Leaving the pictures aside, transcribe every line below exactly.

====================

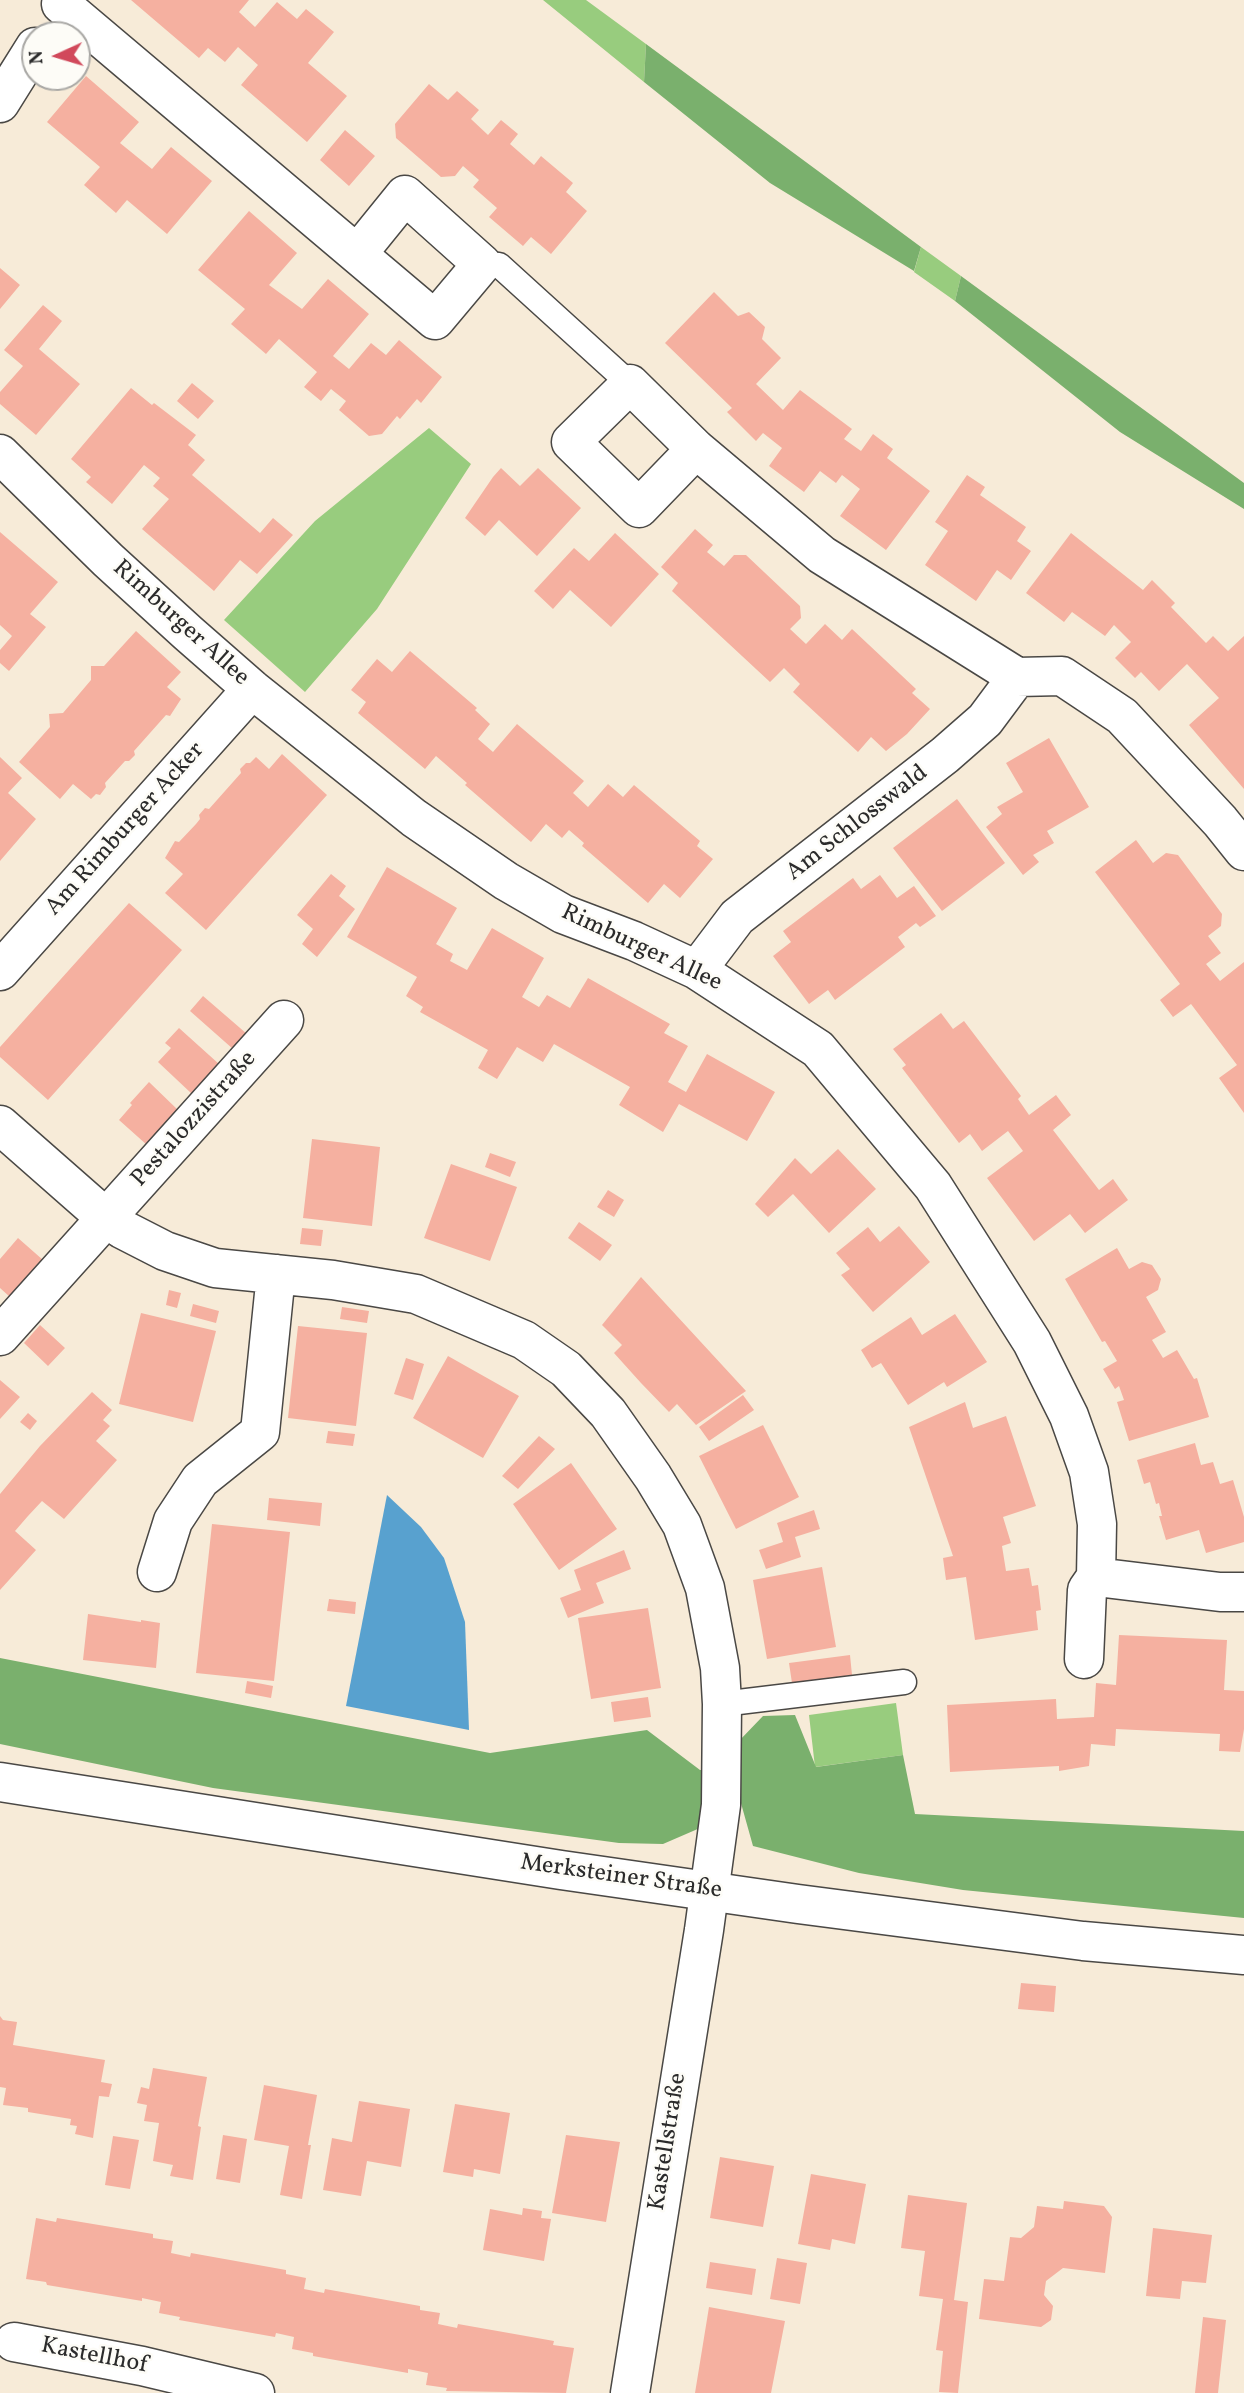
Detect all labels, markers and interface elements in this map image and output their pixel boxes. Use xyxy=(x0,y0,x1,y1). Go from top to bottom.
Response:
north arrow xyxy=(21,21,91,91)
text: N xyxy=(24,50,50,65)
street label: Rimburger Allee xyxy=(106,555,254,693)
street label: Am Rimburger Acker xyxy=(40,737,212,923)
street label: Am Schlosswald xyxy=(781,760,935,888)
street label: Rimburger Allee xyxy=(556,899,726,999)
street label: Pestalozzistraße xyxy=(126,1046,264,1194)
street label: Merksteiner Straße xyxy=(518,1850,724,1906)
street label: Kastellstraße xyxy=(644,2071,694,2213)
street label: Kastellhof xyxy=(38,2333,150,2381)

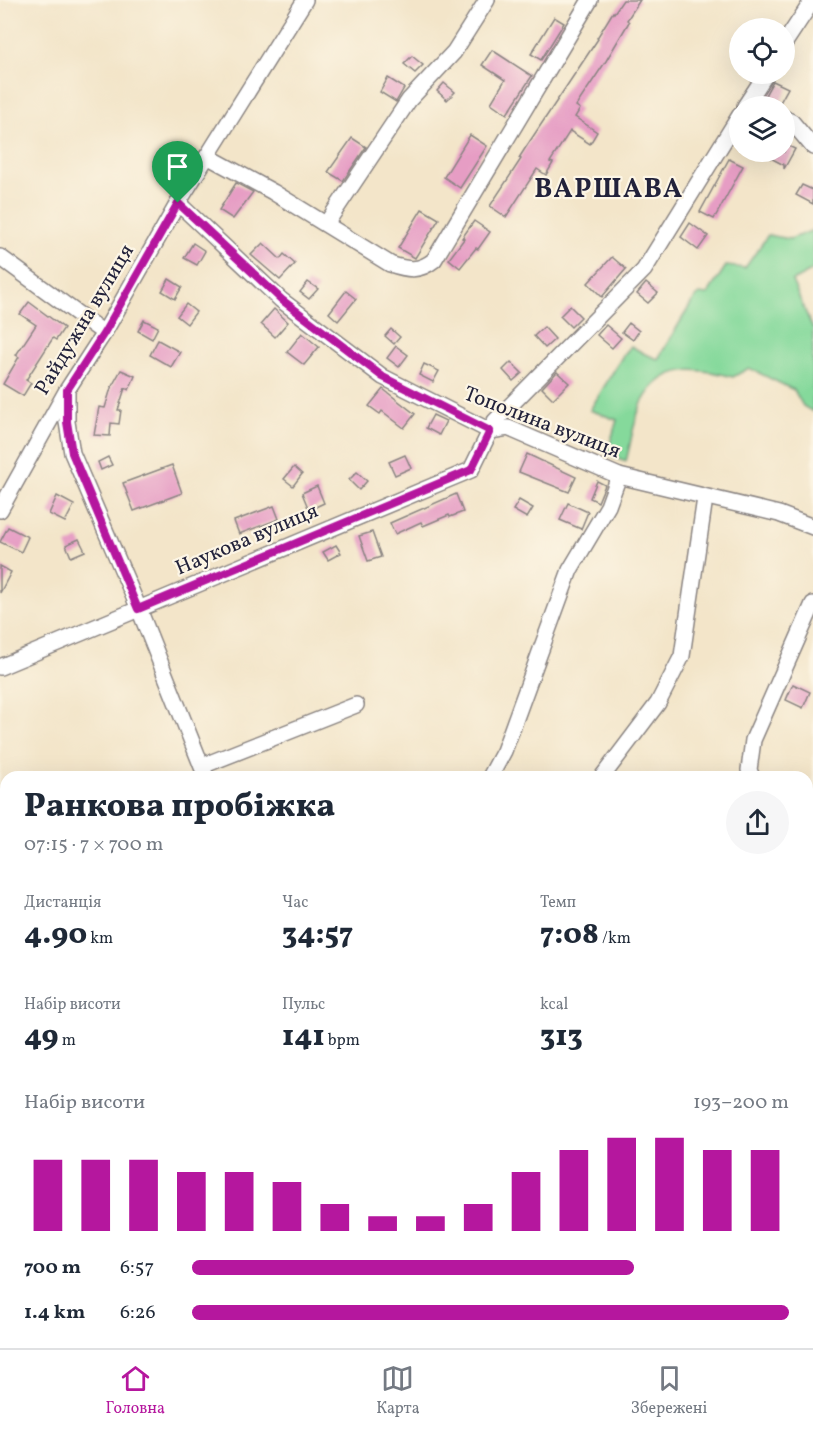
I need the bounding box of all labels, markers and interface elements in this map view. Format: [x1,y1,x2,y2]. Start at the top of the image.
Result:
map controls [729,18,795,162]
button: locate [729,18,795,84]
button: layers [729,96,795,162]
pin [152,141,203,203]
icon: arrive [161,150,194,183]
district label: ВАРШАВА [534,171,684,209]
street label: Райдужна вулиця [28,239,142,401]
street label: Тополина вулиця [459,380,625,466]
street label: Наукова вулиця [171,497,323,583]
text: Ранкова пробіжка [24,785,335,831]
button: share [726,791,789,854]
text: 07:15 · 7 × 700 m [24,831,163,859]
text: Дистанція [24,892,101,914]
text: Час [282,892,308,914]
text: Темп [540,892,576,914]
text: 4.90 [24,914,87,956]
text: 34:57 [282,914,353,956]
text: 7:08 [540,914,599,956]
text: km [87,928,113,950]
text: /km [599,928,631,950]
text: Набір висоти [24,994,121,1016]
text: Пульс [282,994,325,1016]
text: kcal [540,994,568,1016]
text: 49 [24,1016,59,1058]
text: 141 [282,1016,325,1058]
text: 313 [540,1016,583,1058]
text: m [59,1030,76,1052]
text: bpm [325,1030,360,1052]
text: Набір висоти [24,1089,145,1117]
text: 193–200 m [693,1089,789,1117]
text: 700 m [24,1254,81,1282]
text: 6:57 [120,1254,154,1282]
text: 1.4 km [24,1299,85,1327]
text: 6:26 [120,1299,156,1327]
tab: Головна [106,1362,165,1420]
tab: Карта [376,1362,420,1420]
tab: Збережені [631,1362,707,1420]

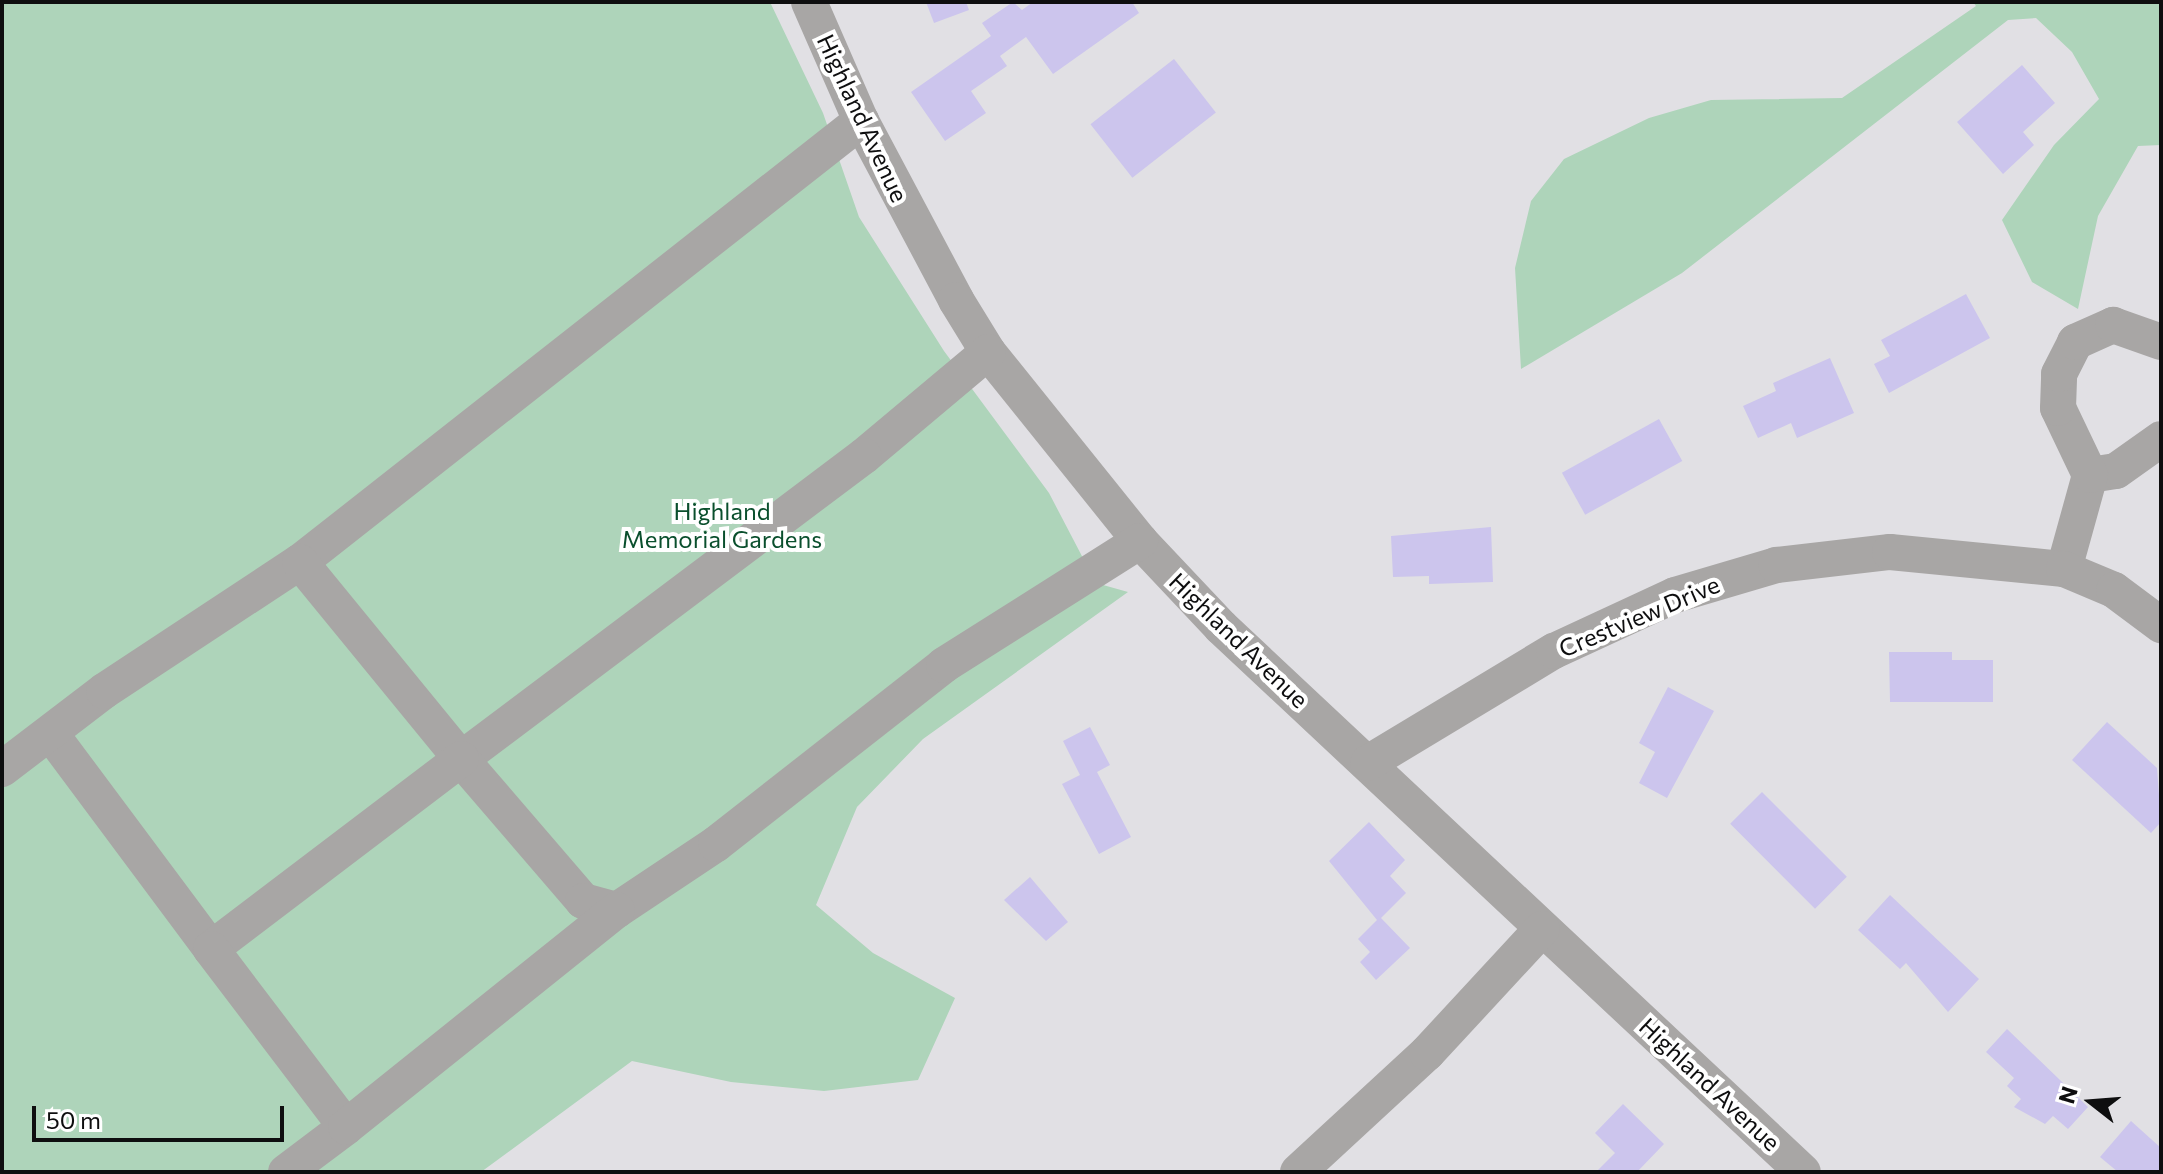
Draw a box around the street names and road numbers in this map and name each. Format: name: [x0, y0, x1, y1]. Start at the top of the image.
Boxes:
street label: Highland Avenue: [812, 30, 914, 206]
street label: Highland Avenue: [1164, 567, 1314, 713]
street label: Crestview Drive: [1554, 569, 1724, 663]
street label: Highland Avenue: [1634, 1011, 1786, 1157]

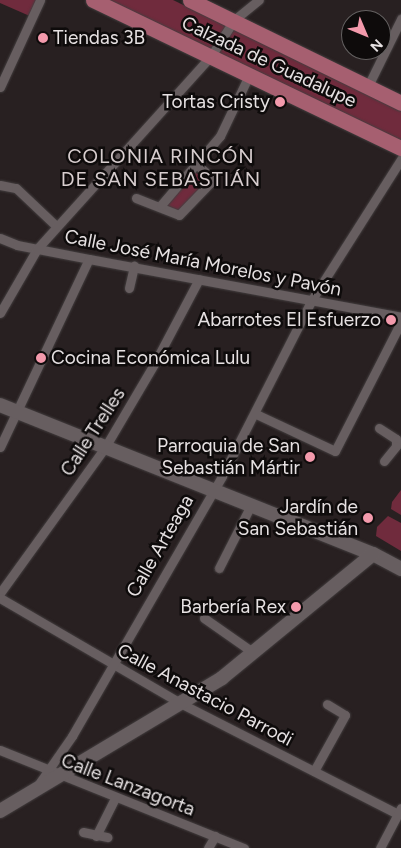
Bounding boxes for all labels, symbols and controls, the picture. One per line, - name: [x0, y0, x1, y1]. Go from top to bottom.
- north arrow: [341, 10, 391, 60]
- street label: Calzada de Guadalupe: [178, 11, 360, 113]
- place label: Tiendas 3B: [53, 27, 145, 49]
- marker: Tiendas 3B: [37, 32, 49, 44]
- text: N: [366, 35, 386, 55]
- place label: Tortas Cristy: [162, 91, 270, 113]
- marker: Tortas Cristy: [274, 96, 286, 108]
- district label: COLONIA RINCÓN DE SAN SEBASTIÁN: [59, 145, 263, 192]
- street label: Calle José María Morelos y Pavón: [63, 225, 343, 301]
- place label: Abarrotes El Esfuerzo: [197, 309, 381, 331]
- marker: Abarrotes El Esfuerzo: [385, 314, 397, 326]
- place label: Cocina Económica Lulu: [51, 347, 250, 369]
- marker: Cocina Económica Lulu: [35, 352, 47, 364]
- street label: Calle Trelles: [56, 384, 130, 480]
- place label: Parroquia de San Sebastián Mártir: [157, 435, 300, 479]
- marker: Parroquia de San Sebastián Mártir: [304, 451, 316, 463]
- street label: Calle Arteaga: [122, 491, 198, 601]
- place label: Jardín de San Sebastián: [238, 496, 358, 540]
- marker: Jardín de San Sebastián: [362, 512, 374, 524]
- place label: Barbería Rex: [180, 596, 286, 618]
- marker: Barbería Rex: [290, 601, 302, 613]
- street label: Calle Anastacio Parrodi: [113, 639, 297, 751]
- street label: Calle Lanzagorta: [58, 749, 198, 821]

====================

> **Response below**:
Detect all labels, markers and interface elements in this map image and output their pixel boxes. Use xyxy=(x0,y0,x1,y1). Go from top to bottom.
Response:
north arrow xyxy=(21,21,91,91)
text: N xyxy=(24,50,50,65)
street label: Rimburger Allee xyxy=(106,555,254,693)
street label: Am Rimburger Acker xyxy=(40,737,212,923)
street label: Am Schlosswald xyxy=(781,760,935,888)
street label: Rimburger Allee xyxy=(556,899,726,999)
street label: Pestalozzistraße xyxy=(126,1046,264,1194)
street label: Merksteiner Straße xyxy=(518,1850,724,1906)
street label: Kastellstraße xyxy=(644,2071,694,2213)
street label: Kastellhof xyxy=(38,2333,150,2381)

I need the bounding box of all labels, markers and interface elements in this map view. Format: [x1,y1,x2,y2]. Start at the top of the image.
Result:
map controls [729,18,795,162]
button: locate [729,18,795,84]
button: layers [729,96,795,162]
pin [152,141,203,203]
icon: arrive [161,150,194,183]
district label: ВАРШАВА [534,171,684,209]
street label: Райдужна вулиця [28,239,142,401]
street label: Тополина вулиця [459,380,625,466]
street label: Наукова вулиця [171,497,323,583]
text: Ранкова пробіжка [24,785,335,831]
button: share [726,791,789,854]
text: 07:15 · 7 × 700 m [24,831,163,859]
text: Дистанція [24,892,101,914]
text: Час [282,892,308,914]
text: Темп [540,892,576,914]
text: 4.90 [24,914,87,956]
text: 34:57 [282,914,353,956]
text: 7:08 [540,914,599,956]
text: km [87,928,113,950]
text: /km [599,928,631,950]
text: Набір висоти [24,994,121,1016]
text: Пульс [282,994,325,1016]
text: kcal [540,994,568,1016]
text: 49 [24,1016,59,1058]
text: 141 [282,1016,325,1058]
text: 313 [540,1016,583,1058]
text: m [59,1030,76,1052]
text: bpm [325,1030,360,1052]
text: Набір висоти [24,1089,145,1117]
text: 193–200 m [693,1089,789,1117]
text: 700 m [24,1254,81,1282]
text: 6:57 [120,1254,154,1282]
text: 1.4 km [24,1299,85,1327]
text: 6:26 [120,1299,156,1327]
tab: Головна [106,1362,165,1420]
tab: Карта [376,1362,420,1420]
tab: Збережені [631,1362,707,1420]

Draw a box around the street names and road numbers in this map and name each. Format: name: [x0, y0, x1, y1]. Start at the top of the image.
Boxes:
street label: Highland Avenue: [812, 30, 914, 206]
street label: Highland Avenue: [1164, 567, 1314, 713]
street label: Crestview Drive: [1554, 569, 1724, 663]
street label: Highland Avenue: [1634, 1011, 1786, 1157]

Bounding boxes for all labels, symbols and controls, the picture. One per line, - name: [x0, y0, x1, y1]. Go from top to bottom.
- north arrow: [341, 10, 391, 60]
- street label: Calzada de Guadalupe: [178, 11, 360, 113]
- place label: Tiendas 3B: [53, 27, 145, 49]
- marker: Tiendas 3B: [37, 32, 49, 44]
- text: N: [366, 35, 386, 55]
- place label: Tortas Cristy: [162, 91, 270, 113]
- marker: Tortas Cristy: [274, 96, 286, 108]
- district label: COLONIA RINCÓN DE SAN SEBASTIÁN: [59, 145, 263, 192]
- street label: Calle José María Morelos y Pavón: [63, 225, 343, 301]
- place label: Abarrotes El Esfuerzo: [197, 309, 381, 331]
- marker: Abarrotes El Esfuerzo: [385, 314, 397, 326]
- place label: Cocina Económica Lulu: [51, 347, 250, 369]
- marker: Cocina Económica Lulu: [35, 352, 47, 364]
- street label: Calle Trelles: [56, 384, 130, 480]
- place label: Parroquia de San Sebastián Mártir: [157, 435, 300, 479]
- marker: Parroquia de San Sebastián Mártir: [304, 451, 316, 463]
- street label: Calle Arteaga: [122, 491, 198, 601]
- place label: Jardín de San Sebastián: [238, 496, 358, 540]
- marker: Jardín de San Sebastián: [362, 512, 374, 524]
- place label: Barbería Rex: [180, 596, 286, 618]
- marker: Barbería Rex: [290, 601, 302, 613]
- street label: Calle Anastacio Parrodi: [113, 639, 297, 751]
- street label: Calle Lanzagorta: [58, 749, 198, 821]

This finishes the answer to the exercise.